There’s a long article by Amy Harmon about Florida biology educator David Campbell and his struggle to get better evolution standards in Florida. It’s a good article with lots of elements that give the flavor of high school biology education and the struggle teaching evolution – both with students and with other biology teachers who have creationist leanings.
This is outrageous:
Animals do adapt to their environments, Ms. Yancey tells her students, but evolution alone can hardly account for the appearance of wholly different life forms. She leaves it up to them to draw their own conclusions. But when pressed, she tells them, "I think God did it."
Mr. Campbell was well aware of her opinion. "I don't think we have this great massive change over time where we go from fish to amphibians, from monkeys to man," she once told him. "We see lizards with different-shaped tails, we don't see blizzards --- the lizard bird."
The parts about standards are important, but the good parts of the article are the ones that describe Campbell’s time in the classroom with skeptical students. I think that anyone who has ever taught evolution, at any level, will recognize some of the problems he faces. Harmon’s talent is that she illustrates both the successful approaches and the not-so-successful ones.
For example, I see where the teacher is going with the Mickey Mouse example…
Mr. Campbell smiled. "Mickey evolved," he said. "And Mickey gets cuter because Walt Disney makes more money that way. That is 'selection.'"
…but it’s a bad example to start with. It’s not selection at all. It’s intelligent design. Mickey Mouse never lost money for Disney, and there were no dying Mickeys limping along through third-string theatre circuits. Also, the variations in Mickey-art were hardly random; Walt deliberately directed them in response to audiences and other animators. All in all, the example might help to get the students thinking about gradual change in phenotypes, but it’s a poor analogy.
Now, if we were actually going to discuss intelligent design, and set it apart from natural selection, Mickey Mouse might help to make that distinction clearer. It’s also a good example of another mystical (and false) hypothesis, orthogenesis. Remember Garfield, Homer Simpson, Bugs Bunny; they all get cuter over time. But I think the lack of seriousness just allows the die-hard creation believers to not take any of the rest seriously, either.

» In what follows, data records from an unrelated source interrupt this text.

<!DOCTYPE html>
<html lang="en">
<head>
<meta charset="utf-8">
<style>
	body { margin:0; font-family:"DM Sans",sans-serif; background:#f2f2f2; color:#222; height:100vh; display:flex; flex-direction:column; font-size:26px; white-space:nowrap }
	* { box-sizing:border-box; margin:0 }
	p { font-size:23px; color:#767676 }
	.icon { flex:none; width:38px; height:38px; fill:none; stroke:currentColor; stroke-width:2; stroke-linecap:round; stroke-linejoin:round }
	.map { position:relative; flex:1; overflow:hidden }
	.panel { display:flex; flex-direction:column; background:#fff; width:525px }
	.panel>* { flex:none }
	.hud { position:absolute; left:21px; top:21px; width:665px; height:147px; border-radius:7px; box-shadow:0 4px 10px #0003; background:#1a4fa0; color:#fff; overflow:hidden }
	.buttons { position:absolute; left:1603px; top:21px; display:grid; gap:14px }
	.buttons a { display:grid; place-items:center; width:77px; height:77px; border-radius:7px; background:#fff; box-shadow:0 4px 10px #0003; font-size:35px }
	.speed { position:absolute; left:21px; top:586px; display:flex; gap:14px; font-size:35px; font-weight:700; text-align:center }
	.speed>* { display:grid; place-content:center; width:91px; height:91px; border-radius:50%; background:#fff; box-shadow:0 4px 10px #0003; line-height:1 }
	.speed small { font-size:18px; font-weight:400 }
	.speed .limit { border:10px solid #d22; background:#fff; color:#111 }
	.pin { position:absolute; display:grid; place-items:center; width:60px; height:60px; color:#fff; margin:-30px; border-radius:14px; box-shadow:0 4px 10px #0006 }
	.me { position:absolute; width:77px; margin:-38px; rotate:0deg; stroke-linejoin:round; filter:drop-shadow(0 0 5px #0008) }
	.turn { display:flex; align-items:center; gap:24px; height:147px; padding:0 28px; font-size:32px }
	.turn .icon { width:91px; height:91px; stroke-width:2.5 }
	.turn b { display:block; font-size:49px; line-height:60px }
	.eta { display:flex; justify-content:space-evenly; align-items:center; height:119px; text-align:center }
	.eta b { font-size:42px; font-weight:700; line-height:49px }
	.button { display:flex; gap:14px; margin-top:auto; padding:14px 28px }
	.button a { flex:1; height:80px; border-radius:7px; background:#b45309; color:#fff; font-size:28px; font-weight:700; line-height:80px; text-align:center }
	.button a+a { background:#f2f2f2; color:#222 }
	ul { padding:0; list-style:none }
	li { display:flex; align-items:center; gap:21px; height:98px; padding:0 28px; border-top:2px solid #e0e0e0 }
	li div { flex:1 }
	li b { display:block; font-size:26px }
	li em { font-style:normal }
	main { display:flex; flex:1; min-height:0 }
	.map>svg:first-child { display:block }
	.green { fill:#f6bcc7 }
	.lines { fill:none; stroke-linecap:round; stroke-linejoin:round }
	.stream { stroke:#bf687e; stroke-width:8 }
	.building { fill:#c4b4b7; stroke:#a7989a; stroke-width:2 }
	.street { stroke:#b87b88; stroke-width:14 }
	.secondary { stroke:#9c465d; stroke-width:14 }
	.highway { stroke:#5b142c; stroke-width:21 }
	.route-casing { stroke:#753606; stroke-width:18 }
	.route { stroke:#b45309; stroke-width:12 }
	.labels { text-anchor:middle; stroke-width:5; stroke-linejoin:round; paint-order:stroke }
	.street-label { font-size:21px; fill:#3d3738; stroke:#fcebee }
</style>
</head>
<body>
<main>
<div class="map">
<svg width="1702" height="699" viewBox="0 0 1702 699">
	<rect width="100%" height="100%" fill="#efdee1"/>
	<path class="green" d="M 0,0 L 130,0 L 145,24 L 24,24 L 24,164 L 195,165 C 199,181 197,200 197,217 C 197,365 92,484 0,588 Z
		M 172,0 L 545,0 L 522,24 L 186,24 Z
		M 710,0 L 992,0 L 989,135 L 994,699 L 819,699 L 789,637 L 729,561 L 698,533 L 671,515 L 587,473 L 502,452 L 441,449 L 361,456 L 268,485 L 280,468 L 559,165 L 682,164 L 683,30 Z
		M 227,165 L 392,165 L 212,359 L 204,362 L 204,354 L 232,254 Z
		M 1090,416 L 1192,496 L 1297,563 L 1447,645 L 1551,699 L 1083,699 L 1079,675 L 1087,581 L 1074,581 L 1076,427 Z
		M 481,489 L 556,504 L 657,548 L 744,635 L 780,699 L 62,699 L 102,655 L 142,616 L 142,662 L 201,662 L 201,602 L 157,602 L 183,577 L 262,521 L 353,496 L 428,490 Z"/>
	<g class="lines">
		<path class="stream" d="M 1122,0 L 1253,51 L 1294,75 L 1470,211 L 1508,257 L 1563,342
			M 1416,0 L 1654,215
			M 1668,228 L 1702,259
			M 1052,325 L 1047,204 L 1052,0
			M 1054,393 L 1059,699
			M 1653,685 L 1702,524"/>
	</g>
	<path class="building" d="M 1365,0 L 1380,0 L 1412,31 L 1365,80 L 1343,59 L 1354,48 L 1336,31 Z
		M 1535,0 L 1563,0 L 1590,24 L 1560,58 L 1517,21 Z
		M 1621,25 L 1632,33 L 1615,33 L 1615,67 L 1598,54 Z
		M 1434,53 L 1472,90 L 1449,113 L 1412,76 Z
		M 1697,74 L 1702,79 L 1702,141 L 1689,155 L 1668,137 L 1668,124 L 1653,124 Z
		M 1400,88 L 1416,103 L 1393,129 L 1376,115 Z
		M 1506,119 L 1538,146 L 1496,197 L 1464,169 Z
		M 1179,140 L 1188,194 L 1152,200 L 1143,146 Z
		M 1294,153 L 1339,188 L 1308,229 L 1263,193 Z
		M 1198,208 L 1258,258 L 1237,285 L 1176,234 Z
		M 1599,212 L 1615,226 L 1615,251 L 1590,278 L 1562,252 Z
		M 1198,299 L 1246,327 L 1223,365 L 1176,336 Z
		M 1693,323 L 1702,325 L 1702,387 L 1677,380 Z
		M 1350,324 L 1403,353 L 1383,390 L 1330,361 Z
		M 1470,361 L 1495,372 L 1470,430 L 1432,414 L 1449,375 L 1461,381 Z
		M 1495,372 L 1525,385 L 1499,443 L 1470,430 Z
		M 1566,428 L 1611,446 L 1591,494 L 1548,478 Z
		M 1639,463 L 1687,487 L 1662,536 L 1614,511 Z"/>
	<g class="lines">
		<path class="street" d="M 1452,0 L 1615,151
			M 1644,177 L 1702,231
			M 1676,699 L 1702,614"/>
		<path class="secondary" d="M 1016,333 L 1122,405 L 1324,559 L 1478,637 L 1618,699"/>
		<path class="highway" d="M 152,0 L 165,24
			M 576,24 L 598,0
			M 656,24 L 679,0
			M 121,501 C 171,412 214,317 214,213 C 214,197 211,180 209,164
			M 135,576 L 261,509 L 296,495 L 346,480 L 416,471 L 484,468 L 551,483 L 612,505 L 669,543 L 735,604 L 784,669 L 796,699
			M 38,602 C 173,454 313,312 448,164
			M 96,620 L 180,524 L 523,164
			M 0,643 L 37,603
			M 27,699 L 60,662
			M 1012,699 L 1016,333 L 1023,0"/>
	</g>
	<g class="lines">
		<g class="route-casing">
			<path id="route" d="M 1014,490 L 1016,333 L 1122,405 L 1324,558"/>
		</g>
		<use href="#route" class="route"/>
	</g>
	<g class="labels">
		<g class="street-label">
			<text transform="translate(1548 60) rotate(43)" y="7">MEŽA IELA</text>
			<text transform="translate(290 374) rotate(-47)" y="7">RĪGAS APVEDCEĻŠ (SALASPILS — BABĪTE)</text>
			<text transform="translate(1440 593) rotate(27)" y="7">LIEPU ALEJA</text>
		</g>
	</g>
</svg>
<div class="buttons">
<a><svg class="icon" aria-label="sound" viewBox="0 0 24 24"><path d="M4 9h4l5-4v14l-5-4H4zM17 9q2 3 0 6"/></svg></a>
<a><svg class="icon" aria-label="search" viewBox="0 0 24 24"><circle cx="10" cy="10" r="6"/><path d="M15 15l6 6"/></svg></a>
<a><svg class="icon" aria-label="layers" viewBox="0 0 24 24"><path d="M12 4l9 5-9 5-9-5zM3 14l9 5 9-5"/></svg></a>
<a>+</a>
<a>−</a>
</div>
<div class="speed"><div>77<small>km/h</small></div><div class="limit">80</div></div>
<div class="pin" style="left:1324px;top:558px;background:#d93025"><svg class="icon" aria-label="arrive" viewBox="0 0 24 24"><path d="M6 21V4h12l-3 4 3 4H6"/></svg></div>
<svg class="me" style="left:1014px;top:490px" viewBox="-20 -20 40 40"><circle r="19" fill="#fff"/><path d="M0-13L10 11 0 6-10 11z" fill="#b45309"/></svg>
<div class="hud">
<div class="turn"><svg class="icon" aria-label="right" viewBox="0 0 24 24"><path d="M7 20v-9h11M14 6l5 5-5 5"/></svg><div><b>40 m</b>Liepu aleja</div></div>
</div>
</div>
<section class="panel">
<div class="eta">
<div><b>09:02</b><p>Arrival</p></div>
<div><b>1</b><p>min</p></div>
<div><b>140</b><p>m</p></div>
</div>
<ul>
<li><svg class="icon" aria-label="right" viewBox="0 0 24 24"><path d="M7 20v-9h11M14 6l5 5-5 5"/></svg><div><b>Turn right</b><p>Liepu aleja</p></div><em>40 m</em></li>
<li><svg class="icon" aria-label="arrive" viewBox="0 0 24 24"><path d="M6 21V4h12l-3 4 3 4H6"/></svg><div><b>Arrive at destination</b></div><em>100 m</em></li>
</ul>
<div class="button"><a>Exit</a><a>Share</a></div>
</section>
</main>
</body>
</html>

The end of the “Mickey” episode:
Some students were nodding. As the bell rang, Mr. Campbell stood by the door, satisfied. But Bryce, heavyset with blond curls, left with a stage whisper as he slung his knapsack over his shoulder.
"I can see something else, too," he said. "I can see that there's no way I came from an ape."
Wow. I admire high school biology teachers. I’ve been in the same situation with students, and the obvious response for me (knock the students hard over the head with Australopithecus) simply isn’t an option in most high school curricula. Which sucks.
The article describes the following day’s discussion, touching on the distinctions between science and religious faith, and it’s clear that is a better way to get through to the students. It also reveals that some students are learning about science from watching NBC. (Yes, that’s right, NBC, it’s going to take a lot to make up for your “Mysterious Origins of Man” and other garbage).
In any event, when Campbell actually does tackle human origins, you can tell that the students were waiting for it all along. They know that if evolution were only about dogs and horses, their pastors wouldn’t bother handing out leaflets and preaching against it. The article describes how well Campbell dispels many myths about human evolution.
I wish that all biology teachers were as well prepared. Human evolution should be a mandatory part of their training: if for no other reason than that so many of the important applications of evolutionary science, such as microbial evolution, drug discovery, agricultural science, and disease genetics, are human-directed. Evolution is important as a basis for biology, but it is worth learning in high school because of its impact on other fields as well.